PLTR Stock Has Two Very Tough Competitors
In recent columns, I’ve warned that Palantir has a lot of competitors.
But this time, I discovered that at least two of its direct competitors — Alteryx and IBM — are highly rated. These user reports indicate the companies may not yield much market share to Palantir.
According to research firm Gartner, 96% of Alteryx’s customers who responded to a question on Gartner’s page recommend that company’s products The corresponding percentage comes in at only 50% for Palantir. Additionally, of the 145 customers of Alteryx who reviewed the company on G2, 137 gave it four or five stars. Many customers had very positive things to say about the company in their reviews, including, “it really does deliver the ‘Thrill of solving’,” and, “great for handling large sizes of data.”

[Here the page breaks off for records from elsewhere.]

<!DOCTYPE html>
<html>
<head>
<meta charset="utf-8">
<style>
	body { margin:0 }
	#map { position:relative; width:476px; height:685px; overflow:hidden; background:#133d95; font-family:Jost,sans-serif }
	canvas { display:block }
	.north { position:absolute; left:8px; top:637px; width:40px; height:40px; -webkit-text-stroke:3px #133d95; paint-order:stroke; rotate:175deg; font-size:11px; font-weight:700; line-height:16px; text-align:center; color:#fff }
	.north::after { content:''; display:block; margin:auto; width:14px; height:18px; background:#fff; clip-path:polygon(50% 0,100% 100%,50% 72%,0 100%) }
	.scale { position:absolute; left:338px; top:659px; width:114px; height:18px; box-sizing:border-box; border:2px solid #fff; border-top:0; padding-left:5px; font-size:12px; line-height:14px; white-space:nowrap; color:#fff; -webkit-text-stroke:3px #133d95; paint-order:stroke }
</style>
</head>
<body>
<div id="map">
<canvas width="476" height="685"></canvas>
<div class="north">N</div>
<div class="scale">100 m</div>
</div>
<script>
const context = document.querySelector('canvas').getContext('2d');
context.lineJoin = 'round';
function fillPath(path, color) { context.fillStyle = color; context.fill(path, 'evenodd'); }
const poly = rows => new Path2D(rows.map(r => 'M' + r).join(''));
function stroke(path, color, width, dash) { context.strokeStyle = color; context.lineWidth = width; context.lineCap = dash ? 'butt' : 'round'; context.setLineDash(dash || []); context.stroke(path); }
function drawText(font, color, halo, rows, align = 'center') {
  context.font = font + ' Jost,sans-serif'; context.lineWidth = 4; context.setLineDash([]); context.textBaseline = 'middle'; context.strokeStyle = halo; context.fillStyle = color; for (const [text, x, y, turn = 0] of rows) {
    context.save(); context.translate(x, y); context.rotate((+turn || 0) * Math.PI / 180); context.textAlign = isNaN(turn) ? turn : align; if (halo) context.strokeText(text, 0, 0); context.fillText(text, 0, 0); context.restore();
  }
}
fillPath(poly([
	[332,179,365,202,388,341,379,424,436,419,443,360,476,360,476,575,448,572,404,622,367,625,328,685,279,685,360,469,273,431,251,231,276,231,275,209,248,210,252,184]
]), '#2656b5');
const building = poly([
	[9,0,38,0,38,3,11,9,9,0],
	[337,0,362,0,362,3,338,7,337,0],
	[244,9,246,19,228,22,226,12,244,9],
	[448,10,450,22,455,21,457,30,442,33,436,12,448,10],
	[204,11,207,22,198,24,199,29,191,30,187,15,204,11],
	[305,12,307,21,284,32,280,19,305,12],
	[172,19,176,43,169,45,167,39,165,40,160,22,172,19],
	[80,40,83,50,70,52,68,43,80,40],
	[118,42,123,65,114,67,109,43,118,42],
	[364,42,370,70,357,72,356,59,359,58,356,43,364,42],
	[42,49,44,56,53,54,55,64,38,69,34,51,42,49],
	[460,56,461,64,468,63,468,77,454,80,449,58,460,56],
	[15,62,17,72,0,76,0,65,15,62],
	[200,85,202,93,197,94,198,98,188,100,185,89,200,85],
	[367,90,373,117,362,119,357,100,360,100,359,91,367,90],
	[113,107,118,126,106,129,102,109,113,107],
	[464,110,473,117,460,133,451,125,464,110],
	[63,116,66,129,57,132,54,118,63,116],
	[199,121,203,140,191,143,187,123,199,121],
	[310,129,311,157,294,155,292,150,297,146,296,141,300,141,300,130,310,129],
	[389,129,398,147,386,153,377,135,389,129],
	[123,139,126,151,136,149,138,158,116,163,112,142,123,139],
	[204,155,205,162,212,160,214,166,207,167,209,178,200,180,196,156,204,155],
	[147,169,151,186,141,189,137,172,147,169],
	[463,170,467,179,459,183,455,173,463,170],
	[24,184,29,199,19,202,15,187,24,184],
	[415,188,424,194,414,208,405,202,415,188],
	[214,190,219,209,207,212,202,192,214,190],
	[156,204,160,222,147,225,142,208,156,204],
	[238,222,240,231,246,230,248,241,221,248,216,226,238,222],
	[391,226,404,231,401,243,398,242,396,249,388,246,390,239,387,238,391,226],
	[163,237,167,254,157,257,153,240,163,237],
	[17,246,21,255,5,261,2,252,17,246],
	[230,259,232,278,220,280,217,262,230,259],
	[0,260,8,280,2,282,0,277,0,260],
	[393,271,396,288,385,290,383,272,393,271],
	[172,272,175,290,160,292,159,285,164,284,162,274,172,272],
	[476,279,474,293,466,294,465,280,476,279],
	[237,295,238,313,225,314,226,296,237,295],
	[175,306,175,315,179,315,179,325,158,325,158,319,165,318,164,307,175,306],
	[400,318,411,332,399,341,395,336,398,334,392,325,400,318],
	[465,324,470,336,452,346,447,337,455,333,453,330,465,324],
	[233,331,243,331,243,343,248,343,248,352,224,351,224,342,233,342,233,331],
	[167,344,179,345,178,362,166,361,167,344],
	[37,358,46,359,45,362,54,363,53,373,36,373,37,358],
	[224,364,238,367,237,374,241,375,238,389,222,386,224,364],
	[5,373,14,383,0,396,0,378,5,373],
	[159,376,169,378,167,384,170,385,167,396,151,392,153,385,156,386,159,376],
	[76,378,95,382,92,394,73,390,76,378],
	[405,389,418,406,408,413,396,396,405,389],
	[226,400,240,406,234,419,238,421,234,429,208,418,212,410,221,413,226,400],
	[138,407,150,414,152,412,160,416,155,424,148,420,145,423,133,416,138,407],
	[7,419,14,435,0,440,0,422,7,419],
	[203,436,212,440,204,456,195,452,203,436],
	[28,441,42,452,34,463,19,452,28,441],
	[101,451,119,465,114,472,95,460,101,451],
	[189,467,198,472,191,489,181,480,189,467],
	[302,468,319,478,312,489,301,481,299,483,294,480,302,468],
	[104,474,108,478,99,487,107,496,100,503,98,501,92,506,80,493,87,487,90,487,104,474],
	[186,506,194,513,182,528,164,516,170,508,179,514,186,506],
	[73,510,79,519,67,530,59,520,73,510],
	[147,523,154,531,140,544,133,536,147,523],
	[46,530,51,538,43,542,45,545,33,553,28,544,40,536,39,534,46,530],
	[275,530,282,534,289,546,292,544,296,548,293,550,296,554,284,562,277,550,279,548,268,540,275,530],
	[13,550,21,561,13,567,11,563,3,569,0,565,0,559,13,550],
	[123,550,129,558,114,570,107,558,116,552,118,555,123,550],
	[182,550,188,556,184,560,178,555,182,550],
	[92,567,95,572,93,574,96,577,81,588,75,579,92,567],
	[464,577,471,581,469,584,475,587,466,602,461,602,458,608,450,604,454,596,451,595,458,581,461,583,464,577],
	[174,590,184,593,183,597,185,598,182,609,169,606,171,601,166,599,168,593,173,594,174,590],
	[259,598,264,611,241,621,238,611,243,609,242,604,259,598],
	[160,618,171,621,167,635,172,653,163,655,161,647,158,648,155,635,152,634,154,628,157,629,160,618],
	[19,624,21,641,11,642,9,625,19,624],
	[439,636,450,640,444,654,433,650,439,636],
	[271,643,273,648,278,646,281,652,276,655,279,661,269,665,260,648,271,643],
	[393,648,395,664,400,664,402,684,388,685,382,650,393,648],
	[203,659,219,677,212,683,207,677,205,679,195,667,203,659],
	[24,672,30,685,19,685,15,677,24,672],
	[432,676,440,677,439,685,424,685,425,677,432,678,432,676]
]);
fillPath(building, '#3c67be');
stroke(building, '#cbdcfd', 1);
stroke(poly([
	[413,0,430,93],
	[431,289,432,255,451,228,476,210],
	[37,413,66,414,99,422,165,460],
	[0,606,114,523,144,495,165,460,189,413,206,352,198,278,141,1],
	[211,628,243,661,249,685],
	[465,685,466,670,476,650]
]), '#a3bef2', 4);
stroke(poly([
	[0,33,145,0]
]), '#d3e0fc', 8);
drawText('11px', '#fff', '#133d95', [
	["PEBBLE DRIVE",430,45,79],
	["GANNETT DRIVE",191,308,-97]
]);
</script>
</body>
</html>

Alteryx reportedly has some very large corporate customers, including Hyundai (OTCMKTS:HYMTF), Chick-fil-a, Coca-Cola (NYSE:KO), and Cisco (NASDAQ:CSCO).
Meanwhile, 78 of 85 of surveyed customers of IBM Watson Studio, a direct competitor of Palantir, gave the IBM unit four or five stars. I read several of the reviews of IBM Watson, and all of those I examined were very positive. For example, one reviewer wrote, “Amazing!” and, “everythings [sic] worked well.” Another wrote, “Amazing interface” and, “the platform are [sic] all incredible.” A third stated, “Quick and easy deployment capability for machine learning and data science solutions.”
The Future Looks Dim for PLTR Stock
Considering that Palantir has been in business since 2003 and generated $1.1 billion of sales last year, which is not a huge amount, its revenue deceleration is concerning. Also quite concerning are the large increases in its net losses.
Finally, Palantir is going up against two apparently well-respected competitors in Alteryx and IBM. The latter two companies’ considerable strengths and satisfied user base may complicate Palantir’s efforts to gain enough high-margin market share to become profitable. Consequently, I still recommend that investors sell PLTR stock.